Bacon also raised questions as to why Secretary of State Marco Rubio, the U.S.’s top diplomat, was shut out of negotiations in Ukraine in favor of top officials from the U.S. Army, whose legally defined roles are limited to the manning, training and equipping of soldiers.
“I think what we’ve seen, too, is the gutting of the National Security Council over the last 9, 10 months, and their role is to help coordinate between the various departments,” Bacon said, pointing out that Rubio is moonlighting as Trump’s national security adviser. “I think we see some of the impacts here, because Secretary of State Rubio has been cut out of some of these negotiations.”
The agreement leaked last week has now been revised and sent back to Moscow, CBS reported Wednesday. The original included concessions by Ukraine that would threaten its ability to exist as a sovereign democracy.
“When I looked at that 28-point peace plan on Thursday, I was sick to my stomach,” Bacon said. “When you’re telling Ukraine that they have to give up more territory, they can’t be part of NATO, they can’t have foreign troops on their soil, they have to reduce the size of their military, and on and on. It was a recipe for Russian domination of Ukraine for decades to come, and would have been an avenue for Russia to renew its invasion at any time.”

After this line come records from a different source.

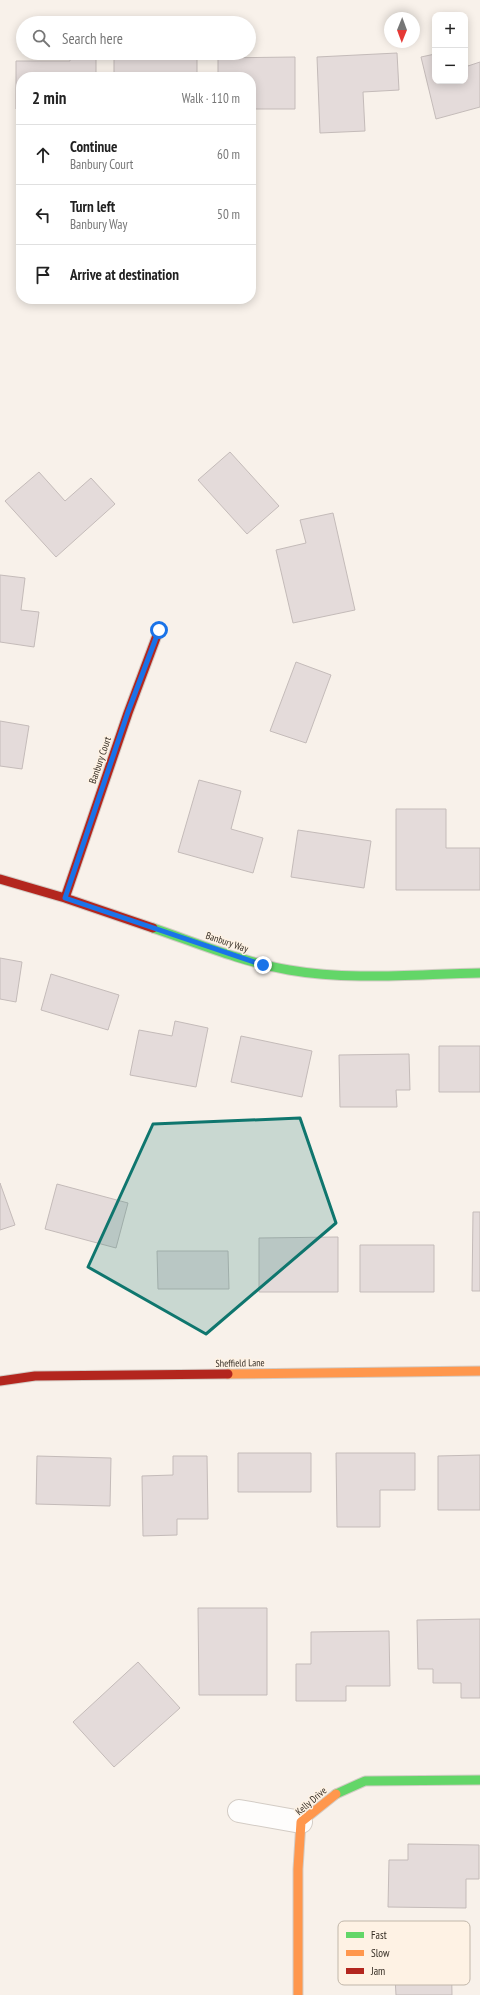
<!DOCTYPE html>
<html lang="en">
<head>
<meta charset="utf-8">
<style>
  :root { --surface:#fff; --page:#f2f2f2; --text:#222; --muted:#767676; --line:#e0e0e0 }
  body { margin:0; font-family:"PT Sans Narrow",sans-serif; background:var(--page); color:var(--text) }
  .controls { position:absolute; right:12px; top:12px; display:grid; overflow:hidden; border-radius:8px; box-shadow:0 2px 10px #0003 }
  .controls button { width:36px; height:36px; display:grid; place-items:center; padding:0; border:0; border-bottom:1px solid var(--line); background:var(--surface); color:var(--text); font:20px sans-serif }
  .compass { position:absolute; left:384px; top:12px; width:36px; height:36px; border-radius:50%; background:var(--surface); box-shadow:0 2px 10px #0003; rotate:181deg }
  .stop { position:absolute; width:12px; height:12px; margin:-9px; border:3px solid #1a73e8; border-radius:50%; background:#fff }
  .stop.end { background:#1a73e8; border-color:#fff; box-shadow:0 1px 4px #0008 }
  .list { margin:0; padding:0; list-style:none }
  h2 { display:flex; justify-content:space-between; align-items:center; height:52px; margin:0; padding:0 16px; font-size:17px }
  h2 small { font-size:13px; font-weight:400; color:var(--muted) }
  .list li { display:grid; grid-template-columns:26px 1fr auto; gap:12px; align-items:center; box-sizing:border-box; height:60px; padding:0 16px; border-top:1px solid var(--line) }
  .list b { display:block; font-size:15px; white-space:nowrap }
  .list p { margin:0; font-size:13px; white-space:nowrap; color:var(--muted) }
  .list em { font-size:13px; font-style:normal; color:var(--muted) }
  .icon { flex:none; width:22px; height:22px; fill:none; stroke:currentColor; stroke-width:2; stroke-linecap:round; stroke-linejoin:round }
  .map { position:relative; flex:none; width:480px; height:1995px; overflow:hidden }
  .search { position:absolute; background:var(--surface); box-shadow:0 2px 10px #0003; left:16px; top:16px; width:240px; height:44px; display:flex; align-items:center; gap:10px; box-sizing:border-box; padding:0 14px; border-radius:22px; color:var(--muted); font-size:15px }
  .panel { position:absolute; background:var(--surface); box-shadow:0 2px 10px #0003; left:16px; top:72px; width:240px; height:232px; border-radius:16px }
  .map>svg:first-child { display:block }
  .building { fill:#e4dbda; stroke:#c4bbb9 }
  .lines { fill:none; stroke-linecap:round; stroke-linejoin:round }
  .street-casing { stroke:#d3ccc5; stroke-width:24 }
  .fast-casing { stroke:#d3ccc5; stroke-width:11 }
  .slow-casing { stroke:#d3ccc5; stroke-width:11 }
  .jam-casing { stroke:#d3ccc5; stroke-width:11 }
  .street { stroke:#fefdfc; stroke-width:22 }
  .fast { stroke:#63d668; stroke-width:9 }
  .slow { stroke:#ff974d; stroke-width:9 }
  .jam { stroke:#b3261e; stroke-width:9 }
  .route { stroke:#1a73e8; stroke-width:5 }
  .marked { fill:#0f766e; fill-opacity:0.2; stroke:#0f766e; stroke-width:3; stroke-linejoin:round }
  .labels { text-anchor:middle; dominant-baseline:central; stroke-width:3; stroke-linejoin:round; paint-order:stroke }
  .street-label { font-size:10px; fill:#342c23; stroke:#fef2e4 }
  .key { fill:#fef2e4; stroke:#c1b7aa; stroke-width:1 }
  .key-label { font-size:11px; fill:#342c23 }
</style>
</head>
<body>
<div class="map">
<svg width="480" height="1995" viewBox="0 0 480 1995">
  <rect width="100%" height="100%" fill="#f8f1ea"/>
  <path class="building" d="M96 53V77H21V109H16V61H70V54Z
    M114 53H197V77H114Z
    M397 53 399 90 363 92 365 131 320 133 317 57Z
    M435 54V81H465V56L468 66 480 62V107L436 119 421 57Z
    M295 57V109H251V77H218V58Z
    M230 452 279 506 247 534 198 480Z
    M39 472 65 501 91 478 115 504 56 557 5 501Z
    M333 513 355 610 293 623 276 550 306 543 300 520Z
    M0 575 25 578 21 610 39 612 34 647 0 642Z
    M296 662 331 675 306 743 270 731Z
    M0 721 29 726 22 769 0 766Z
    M199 780 241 791 231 829 263 838 253 873 178 852Z
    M396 809H446V848H480V890H396Z
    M298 830 371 841 364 888 291 877Z
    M0 958 22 962 16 1002 0 999Z
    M51 974 119 995 108 1030 41 1010Z
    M175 1021 208 1028 196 1087 130 1075 139 1030 172 1036Z
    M241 1036 312 1051 302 1097 231 1082Z
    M439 1046H480V1092H439Z
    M409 1054 410 1090H396L397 1107H340L339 1055Z
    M0 1183 15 1225 0 1230Z
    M57 1184 128 1203 116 1248 45 1229Z
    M473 1212H480V1291H472Z
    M338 1237V1292H259V1238Z
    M360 1245H434V1292H360Z
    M157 1251H228L229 1289H158Z
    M238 1453H311V1492H238Z
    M336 1453H415V1490H380V1527H337Z
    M480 1455V1510H438V1456Z
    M37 1456 111 1458 110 1506 36 1504Z
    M173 1456H207L208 1519H177V1535L143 1536 142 1476 173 1475Z
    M198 1608H267V1695H199Z
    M480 1619V1698H461V1683H433V1669H418L417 1620Z
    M389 1631 390 1686H346V1701H296V1664H311V1632Z
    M138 1662 180 1708 114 1767 73 1722Z
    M408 1844 479 1845V1879H466V1908L388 1907 389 1860H408Z
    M385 1929H422V1940H451L452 1995H396L395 1977H385Z"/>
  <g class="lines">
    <g class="street-casing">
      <path id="street" d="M239 1811 301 1822"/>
    </g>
    <g class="fast-casing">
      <path id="fast" d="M153 928C197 943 242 962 289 970 352 981 417 974 480 973
        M336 1794 365 1781 480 1780"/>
    </g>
    <g class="slow-casing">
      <path id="slow" d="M228 1374 480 1371
        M298 1995V1869L301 1822 336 1794"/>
    </g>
    <g class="jam-casing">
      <path id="jam" d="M0 879 65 898 153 928
        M65 898 128 713 159 630
        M0 1381 35 1376 228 1374"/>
    </g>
    <use href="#street" class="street"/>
    <use href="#fast" class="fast"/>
    <use href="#slow" class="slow"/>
    <use href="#jam" class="jam"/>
  </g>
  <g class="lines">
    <path class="route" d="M159 630 128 712 65 898 263 965"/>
  </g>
  <path class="marked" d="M300 1118 336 1223 206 1334 88 1267 153 1124Z"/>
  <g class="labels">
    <g class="street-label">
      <text transform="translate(100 760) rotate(-71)">Banbury Court</text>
      <text transform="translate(227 942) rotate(19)">Banbury Way</text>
      <text transform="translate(240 1363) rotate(-1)">Sheffield Lane</text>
      <text transform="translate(311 1801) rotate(-41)">Kelly Drive</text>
    </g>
  </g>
  <rect x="338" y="1921" width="132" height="64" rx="6" class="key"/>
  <rect x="346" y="1932" width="18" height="6" fill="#63d668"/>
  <rect x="346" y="1950" width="18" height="6" fill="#ff974d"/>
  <rect x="346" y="1968" width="18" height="6" fill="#b3261e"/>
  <g class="key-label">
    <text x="371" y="1939">Fast</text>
    <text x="371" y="1957">Slow</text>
    <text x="371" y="1975">Jam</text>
  </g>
</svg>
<div class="controls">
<button>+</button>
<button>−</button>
</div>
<svg class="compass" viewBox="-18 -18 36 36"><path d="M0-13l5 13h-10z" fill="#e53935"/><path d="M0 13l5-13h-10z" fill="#767676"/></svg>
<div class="stop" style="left:159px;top:630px"></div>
<div class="stop end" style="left:263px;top:965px"></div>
<div class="search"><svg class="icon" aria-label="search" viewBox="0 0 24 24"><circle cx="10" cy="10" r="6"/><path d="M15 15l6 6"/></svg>Search here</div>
<section class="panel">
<h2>2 min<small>Walk · 110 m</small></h2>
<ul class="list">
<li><svg class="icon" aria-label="ahead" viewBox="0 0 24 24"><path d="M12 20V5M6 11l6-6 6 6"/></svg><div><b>Continue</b><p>Banbury Court</p></div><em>60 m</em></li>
<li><svg class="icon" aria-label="left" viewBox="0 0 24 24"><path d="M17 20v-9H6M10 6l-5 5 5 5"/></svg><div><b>Turn left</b><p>Banbury Way</p></div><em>50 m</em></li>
<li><svg class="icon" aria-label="arrive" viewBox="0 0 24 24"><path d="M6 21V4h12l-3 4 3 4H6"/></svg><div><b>Arrive at destination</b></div></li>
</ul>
</section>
</div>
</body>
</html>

It also called for Ukraine to make good-faith demonstrations in ways that Russia did not offer to hold itself to.
“I kind of, like, am dumbfounded when I see demands from Russia that Ukraine hold an election. Of course, they should hold an election,” Fitzpatrick said. “How about Russia holds an election within 100 days too? That is monitored by international monitors, right? Why don’t we do both?”
Both agreed that working toward a peace agreement is necessary, though they both agreed that an agreement is necessary to break the stalemate. Part of that should be a forfeiture of $300 billion in Russian assets frozen in European banks to help rebuild Ukraine, Bacon said.